──────── Data to process

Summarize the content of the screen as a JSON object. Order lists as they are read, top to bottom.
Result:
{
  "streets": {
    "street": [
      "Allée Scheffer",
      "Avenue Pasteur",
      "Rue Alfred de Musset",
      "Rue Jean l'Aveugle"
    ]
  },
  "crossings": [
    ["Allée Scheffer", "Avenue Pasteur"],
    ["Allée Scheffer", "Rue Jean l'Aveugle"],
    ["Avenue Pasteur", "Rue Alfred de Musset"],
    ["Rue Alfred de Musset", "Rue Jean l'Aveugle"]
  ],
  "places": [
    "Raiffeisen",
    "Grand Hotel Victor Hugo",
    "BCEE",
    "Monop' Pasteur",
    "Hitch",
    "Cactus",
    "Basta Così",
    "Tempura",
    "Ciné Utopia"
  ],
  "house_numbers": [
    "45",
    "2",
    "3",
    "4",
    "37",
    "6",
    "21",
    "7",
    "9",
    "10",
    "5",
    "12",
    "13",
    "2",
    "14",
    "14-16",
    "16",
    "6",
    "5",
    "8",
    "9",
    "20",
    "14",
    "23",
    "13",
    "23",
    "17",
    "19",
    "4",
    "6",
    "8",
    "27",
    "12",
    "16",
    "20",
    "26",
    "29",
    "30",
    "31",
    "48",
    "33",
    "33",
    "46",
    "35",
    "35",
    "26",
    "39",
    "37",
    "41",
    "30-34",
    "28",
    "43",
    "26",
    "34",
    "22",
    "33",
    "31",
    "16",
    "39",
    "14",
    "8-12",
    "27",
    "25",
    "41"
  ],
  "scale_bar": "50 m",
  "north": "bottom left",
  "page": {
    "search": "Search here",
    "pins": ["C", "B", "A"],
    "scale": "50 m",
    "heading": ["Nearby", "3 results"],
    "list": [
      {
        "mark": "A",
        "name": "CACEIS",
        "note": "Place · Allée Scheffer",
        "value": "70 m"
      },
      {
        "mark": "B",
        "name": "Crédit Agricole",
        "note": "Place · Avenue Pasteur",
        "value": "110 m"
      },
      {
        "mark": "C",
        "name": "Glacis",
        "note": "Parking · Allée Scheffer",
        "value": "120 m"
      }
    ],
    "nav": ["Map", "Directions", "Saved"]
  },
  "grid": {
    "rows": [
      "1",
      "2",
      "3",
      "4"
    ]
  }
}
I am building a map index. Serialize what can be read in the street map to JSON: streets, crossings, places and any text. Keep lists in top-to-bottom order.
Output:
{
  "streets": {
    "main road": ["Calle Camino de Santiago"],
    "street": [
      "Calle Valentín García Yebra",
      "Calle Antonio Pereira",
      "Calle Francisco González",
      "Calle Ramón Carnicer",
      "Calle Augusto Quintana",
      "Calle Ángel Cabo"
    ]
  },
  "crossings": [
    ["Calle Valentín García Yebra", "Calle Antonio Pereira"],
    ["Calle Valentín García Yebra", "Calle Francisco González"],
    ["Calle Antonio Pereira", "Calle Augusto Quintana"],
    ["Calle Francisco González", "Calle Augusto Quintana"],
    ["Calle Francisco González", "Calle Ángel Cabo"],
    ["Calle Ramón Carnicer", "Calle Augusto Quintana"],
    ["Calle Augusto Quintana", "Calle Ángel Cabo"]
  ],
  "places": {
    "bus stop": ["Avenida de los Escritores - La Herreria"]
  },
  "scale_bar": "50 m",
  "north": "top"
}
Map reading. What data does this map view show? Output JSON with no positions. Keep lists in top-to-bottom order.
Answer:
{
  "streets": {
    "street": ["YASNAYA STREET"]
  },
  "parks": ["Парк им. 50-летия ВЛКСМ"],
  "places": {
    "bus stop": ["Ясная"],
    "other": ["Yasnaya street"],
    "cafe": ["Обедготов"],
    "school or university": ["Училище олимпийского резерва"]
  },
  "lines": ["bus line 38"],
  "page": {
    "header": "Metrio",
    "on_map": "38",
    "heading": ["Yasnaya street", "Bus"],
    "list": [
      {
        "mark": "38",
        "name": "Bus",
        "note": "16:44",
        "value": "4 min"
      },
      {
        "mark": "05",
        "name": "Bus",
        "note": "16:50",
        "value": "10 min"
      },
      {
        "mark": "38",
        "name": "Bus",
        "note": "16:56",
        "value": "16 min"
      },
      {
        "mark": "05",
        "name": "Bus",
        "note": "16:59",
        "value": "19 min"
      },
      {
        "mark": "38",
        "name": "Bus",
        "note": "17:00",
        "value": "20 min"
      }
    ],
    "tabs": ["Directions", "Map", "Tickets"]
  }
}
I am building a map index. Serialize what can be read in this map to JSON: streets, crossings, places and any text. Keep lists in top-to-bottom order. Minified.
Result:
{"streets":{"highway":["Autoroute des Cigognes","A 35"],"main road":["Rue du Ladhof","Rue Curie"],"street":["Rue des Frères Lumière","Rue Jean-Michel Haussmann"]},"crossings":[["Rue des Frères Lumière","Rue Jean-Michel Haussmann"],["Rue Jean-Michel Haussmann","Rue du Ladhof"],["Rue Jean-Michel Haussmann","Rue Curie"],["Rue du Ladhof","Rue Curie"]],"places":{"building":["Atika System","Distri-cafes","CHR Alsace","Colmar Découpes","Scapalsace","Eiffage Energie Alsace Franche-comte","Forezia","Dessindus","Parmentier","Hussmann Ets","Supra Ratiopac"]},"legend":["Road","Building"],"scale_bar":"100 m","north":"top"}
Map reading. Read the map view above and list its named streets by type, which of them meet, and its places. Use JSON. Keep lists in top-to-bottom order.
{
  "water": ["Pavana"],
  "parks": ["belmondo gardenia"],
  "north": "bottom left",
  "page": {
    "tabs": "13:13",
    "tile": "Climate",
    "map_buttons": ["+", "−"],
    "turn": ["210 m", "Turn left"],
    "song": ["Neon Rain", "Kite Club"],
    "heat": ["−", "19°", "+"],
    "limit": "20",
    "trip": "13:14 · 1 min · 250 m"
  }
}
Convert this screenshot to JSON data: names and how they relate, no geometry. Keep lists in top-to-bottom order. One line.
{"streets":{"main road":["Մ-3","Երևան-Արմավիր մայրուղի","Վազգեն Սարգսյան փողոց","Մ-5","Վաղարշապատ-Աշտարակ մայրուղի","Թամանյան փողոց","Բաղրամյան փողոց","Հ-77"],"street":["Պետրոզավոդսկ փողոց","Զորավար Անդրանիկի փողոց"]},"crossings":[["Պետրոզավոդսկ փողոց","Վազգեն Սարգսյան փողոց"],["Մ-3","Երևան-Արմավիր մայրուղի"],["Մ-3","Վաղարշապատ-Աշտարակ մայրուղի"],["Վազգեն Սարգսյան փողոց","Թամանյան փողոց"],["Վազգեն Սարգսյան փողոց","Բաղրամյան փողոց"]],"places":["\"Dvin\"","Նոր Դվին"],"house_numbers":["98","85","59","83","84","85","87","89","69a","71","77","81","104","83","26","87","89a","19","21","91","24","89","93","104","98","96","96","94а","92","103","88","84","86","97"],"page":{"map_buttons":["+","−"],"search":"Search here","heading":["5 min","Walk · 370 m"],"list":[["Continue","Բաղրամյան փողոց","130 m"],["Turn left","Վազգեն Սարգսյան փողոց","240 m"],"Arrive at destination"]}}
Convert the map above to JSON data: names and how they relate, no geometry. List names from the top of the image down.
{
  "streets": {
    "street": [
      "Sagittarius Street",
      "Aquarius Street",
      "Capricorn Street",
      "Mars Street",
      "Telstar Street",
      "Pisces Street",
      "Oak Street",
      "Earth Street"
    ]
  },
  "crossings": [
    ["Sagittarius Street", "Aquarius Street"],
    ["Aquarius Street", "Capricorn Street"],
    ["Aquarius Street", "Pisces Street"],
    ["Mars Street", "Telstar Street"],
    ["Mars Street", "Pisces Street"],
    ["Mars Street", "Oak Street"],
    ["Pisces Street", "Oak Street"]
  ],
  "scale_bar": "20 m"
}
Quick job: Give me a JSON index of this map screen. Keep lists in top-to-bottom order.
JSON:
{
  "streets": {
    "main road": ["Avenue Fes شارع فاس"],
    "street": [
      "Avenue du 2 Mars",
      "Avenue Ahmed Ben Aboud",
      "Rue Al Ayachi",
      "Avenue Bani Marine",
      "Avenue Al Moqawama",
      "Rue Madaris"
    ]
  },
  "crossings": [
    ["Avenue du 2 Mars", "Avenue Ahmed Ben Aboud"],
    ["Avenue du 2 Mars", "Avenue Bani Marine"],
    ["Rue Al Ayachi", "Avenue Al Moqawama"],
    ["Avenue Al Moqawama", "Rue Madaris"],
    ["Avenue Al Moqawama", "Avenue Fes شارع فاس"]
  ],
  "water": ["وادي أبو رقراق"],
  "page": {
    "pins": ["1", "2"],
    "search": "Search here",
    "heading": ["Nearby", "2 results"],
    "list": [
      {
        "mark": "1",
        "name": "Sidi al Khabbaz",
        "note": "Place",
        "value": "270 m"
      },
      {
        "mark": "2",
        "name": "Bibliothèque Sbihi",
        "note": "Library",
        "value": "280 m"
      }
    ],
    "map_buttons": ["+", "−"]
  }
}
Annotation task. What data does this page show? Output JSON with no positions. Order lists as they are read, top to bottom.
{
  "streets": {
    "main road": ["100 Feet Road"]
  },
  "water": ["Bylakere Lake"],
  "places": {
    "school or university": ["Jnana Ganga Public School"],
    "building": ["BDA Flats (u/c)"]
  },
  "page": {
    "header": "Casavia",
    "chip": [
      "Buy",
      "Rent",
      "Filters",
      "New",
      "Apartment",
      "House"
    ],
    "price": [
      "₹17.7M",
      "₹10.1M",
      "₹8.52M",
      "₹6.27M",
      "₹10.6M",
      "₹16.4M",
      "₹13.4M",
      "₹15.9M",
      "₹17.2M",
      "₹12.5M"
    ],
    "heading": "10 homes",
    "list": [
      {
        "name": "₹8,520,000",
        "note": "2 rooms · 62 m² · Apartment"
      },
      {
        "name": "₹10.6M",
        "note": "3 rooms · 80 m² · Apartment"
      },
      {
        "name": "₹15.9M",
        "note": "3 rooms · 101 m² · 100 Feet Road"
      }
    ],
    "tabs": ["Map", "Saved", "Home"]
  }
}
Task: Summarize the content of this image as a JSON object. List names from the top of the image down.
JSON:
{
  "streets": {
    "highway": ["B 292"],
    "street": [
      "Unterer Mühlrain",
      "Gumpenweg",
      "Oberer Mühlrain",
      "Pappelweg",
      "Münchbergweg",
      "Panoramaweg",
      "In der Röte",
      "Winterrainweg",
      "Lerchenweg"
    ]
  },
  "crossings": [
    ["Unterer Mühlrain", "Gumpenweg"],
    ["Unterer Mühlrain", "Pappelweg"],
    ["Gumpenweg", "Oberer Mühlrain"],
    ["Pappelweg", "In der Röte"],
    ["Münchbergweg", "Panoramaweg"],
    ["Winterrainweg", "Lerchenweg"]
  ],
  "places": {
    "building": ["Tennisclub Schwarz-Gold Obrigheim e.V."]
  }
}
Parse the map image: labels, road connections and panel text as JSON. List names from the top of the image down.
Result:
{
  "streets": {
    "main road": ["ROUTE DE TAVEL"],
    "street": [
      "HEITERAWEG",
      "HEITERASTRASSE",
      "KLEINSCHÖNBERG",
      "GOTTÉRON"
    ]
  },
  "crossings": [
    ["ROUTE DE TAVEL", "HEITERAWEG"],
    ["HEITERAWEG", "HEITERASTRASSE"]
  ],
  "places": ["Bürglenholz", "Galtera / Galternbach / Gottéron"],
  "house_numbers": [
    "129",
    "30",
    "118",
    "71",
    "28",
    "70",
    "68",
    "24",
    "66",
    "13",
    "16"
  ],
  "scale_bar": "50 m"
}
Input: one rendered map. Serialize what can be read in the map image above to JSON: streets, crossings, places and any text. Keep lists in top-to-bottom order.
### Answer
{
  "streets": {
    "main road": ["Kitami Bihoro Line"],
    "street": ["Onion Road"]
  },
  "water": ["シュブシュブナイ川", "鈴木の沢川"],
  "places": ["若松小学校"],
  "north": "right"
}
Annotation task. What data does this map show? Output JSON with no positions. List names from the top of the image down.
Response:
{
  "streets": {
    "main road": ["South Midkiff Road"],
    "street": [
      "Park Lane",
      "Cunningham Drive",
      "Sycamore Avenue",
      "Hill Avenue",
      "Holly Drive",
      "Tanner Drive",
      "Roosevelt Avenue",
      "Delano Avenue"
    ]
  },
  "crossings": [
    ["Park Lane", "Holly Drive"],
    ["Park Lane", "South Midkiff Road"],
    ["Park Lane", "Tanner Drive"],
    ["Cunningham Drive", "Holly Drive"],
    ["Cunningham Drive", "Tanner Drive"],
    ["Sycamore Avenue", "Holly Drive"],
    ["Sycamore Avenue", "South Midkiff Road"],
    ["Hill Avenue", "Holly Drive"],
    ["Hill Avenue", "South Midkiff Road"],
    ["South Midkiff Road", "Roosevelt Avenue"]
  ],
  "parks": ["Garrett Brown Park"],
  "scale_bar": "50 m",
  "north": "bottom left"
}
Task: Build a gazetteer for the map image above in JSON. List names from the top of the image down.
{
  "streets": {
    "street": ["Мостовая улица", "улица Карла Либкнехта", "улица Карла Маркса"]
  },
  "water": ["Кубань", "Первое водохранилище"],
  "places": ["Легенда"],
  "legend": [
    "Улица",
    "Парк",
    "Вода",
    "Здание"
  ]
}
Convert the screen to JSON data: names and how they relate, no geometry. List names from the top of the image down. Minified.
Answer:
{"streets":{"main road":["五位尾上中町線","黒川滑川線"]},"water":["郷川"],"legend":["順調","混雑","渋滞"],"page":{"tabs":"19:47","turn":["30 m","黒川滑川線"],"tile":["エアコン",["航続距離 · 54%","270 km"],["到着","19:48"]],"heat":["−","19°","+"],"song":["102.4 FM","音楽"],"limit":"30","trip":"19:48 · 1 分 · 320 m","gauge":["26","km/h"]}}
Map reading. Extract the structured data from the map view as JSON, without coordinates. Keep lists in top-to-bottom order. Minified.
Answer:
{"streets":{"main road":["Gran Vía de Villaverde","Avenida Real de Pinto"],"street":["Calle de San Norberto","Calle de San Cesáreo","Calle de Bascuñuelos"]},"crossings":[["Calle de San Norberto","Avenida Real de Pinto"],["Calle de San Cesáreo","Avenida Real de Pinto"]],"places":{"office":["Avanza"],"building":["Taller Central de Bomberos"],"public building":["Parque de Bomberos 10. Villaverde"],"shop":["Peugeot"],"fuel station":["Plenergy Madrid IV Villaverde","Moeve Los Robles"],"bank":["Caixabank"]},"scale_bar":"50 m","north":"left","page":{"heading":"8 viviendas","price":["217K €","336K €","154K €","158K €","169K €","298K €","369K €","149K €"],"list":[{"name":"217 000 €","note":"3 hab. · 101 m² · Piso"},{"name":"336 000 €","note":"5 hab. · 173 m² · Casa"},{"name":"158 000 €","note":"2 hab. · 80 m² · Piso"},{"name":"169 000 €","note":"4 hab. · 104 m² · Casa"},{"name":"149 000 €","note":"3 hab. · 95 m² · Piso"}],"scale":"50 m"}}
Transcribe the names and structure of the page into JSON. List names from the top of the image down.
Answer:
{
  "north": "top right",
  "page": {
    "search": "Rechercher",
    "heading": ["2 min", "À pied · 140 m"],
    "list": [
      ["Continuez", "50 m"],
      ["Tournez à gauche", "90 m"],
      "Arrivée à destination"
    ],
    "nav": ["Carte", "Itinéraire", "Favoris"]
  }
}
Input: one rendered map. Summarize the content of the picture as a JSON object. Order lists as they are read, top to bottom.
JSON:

────────────────

What to work on
Looking at the records above, say how many lines contain the string "rendered". Give the number and no other words.

Task output
2